If an employer cannot verify an aspect of the resume, they usually present the problem to the applicant for an explanation. 

Criminal background check

Some employers run criminal background checks as a means of promoting a safe work environment. These checks are also common for roles that will place you in a confidential, financial or operational department due to the risk associated with hiring in these positions. Most often, any conviction on your record more than seven years ago won’t appear, unless there are special conditions. In some areas, the history will be shorter. 

As with all checks, the employer will let you know in advance if they will use a background check. You can talk with them in advance about what they may find. This will give you the opportunity to explain any criminal history you may have so that they have context when they view your criminal record.

Driving record 

Any position that may give you access to a company car or require driving may mean your employer will check your driving record. Generally, a parking ticket will not even show on your record. These kinds of infractions are unlikely to cause problems with your application. 

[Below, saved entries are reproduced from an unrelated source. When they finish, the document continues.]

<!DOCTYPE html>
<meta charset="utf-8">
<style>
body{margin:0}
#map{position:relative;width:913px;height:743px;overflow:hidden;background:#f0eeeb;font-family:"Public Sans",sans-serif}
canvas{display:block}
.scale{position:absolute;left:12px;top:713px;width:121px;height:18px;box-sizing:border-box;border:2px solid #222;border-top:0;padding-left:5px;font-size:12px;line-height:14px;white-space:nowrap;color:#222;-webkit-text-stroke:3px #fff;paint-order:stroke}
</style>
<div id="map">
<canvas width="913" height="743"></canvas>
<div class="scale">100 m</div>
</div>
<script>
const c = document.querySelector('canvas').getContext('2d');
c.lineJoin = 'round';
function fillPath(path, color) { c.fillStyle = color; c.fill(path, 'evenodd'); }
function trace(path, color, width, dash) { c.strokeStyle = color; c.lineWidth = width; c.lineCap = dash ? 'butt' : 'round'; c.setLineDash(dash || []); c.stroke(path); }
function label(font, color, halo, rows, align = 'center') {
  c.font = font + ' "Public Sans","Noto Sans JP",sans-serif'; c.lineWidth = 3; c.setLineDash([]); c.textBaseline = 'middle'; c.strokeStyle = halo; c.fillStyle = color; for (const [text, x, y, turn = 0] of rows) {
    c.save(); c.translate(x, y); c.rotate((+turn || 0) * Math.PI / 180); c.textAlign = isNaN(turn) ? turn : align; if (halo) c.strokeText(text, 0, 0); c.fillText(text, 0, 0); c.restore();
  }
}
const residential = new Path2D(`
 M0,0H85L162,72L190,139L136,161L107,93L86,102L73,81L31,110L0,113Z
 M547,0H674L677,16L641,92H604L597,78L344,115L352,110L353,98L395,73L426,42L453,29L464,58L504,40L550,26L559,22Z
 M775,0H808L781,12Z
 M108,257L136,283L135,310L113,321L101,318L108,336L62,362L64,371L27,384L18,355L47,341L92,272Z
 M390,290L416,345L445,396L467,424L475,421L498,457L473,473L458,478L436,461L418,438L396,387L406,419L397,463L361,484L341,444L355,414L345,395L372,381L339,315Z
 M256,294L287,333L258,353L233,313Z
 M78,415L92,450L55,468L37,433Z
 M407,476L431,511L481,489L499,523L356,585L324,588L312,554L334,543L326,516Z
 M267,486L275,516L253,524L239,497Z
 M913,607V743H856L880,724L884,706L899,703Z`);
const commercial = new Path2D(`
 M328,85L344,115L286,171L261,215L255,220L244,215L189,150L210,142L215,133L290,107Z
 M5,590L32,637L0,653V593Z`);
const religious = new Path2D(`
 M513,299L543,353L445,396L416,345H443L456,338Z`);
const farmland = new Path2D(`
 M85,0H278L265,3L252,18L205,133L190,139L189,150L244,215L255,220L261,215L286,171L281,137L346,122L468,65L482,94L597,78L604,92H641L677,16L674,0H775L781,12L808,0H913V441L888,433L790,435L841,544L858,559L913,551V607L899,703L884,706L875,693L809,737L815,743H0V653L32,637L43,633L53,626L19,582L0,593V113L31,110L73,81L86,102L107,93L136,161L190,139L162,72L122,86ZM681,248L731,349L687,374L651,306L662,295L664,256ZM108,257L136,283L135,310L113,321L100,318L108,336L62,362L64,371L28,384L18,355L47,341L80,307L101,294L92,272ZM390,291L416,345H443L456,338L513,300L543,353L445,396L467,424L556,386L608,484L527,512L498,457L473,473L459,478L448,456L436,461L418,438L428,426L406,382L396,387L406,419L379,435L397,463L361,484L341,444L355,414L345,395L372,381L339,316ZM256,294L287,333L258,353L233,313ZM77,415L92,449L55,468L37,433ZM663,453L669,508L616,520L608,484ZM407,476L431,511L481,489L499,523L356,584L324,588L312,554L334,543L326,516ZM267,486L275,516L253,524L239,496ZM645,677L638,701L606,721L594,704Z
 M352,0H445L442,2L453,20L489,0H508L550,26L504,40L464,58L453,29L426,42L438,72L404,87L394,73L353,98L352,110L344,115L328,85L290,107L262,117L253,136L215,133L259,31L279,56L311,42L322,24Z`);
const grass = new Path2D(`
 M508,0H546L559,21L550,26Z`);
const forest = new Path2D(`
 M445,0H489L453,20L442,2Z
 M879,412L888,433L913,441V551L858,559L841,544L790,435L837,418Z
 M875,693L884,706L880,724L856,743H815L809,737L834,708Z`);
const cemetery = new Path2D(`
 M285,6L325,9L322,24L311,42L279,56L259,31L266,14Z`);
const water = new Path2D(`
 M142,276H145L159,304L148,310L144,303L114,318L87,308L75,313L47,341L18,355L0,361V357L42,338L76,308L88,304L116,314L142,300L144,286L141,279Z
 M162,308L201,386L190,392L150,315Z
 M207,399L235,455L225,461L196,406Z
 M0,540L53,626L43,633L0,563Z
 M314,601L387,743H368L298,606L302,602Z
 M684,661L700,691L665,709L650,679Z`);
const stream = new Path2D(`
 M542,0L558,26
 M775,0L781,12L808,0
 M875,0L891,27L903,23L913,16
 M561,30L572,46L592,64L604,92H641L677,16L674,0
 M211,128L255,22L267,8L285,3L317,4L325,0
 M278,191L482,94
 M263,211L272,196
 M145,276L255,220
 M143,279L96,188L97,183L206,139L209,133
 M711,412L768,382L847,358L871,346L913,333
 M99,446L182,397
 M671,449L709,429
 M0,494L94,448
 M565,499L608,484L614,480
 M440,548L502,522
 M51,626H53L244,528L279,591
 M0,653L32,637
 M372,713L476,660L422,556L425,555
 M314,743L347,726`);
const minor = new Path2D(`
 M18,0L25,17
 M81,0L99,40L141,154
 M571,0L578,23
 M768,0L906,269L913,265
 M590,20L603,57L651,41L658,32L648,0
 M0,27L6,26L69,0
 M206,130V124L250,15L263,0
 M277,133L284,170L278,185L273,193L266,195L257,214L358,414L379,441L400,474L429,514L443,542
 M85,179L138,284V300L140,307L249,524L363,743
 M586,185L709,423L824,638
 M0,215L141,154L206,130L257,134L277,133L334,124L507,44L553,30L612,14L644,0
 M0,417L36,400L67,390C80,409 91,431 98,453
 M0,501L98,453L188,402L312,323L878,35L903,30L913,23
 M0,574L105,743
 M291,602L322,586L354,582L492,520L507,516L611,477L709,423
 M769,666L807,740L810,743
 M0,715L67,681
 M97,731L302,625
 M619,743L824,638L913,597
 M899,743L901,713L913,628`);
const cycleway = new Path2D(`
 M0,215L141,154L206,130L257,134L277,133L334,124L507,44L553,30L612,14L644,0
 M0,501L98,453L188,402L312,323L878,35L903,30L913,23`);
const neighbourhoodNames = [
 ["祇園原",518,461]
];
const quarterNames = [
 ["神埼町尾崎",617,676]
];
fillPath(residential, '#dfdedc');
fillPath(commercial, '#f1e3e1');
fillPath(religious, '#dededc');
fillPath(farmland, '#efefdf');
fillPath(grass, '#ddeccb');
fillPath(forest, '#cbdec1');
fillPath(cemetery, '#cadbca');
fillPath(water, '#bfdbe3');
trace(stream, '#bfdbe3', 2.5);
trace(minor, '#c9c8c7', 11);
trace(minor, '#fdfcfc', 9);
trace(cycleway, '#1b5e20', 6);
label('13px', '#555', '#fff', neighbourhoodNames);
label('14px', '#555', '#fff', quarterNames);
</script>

However, repeated violations may begin to reflect on your abilities or commitment to safety. Additionally, more serious infractions, like a DUI charge, can cause the employer to turn down your application, especially if you will frequently be driving on company time. As with the criminal background check, it’s best to give employers advance notice about what they may find. This shows honesty and integrity, which is helpful in getting any job. 

Drug screen

Many employers require drug testing as part of the hiring process. Most also require on-going drug testing at random. This is especially common when working in the healthcare field or in any other position that may give you access to prescription drugs. In many cases, employers who complete drug testing will also pull a criminal background check to ensure you have no history of drug use or related charges.

Failing a drug test is generally means for instant application denial. Note that, even if marijuana is legal at the state level, many employers have yet to work out policies regarding its permitted usage so testing positive could hinder the application process. Additionally, some prescription drugs show up on a drug screening. If you have a prescription, you do not need to disclose your medical history, but you will need to provide a copy of your prescription from your doctor. 

Identity verification 

Finally, the simplest form of any background check that a company can run is verifying your identity. This is a matter of collecting your driver’s license or passport and checking with the state or federal government (depending on the documentation you provide) to ensure your identity. This verification process also serves to check whether or not an individual is a legal citizen who is authorized to work in the United States.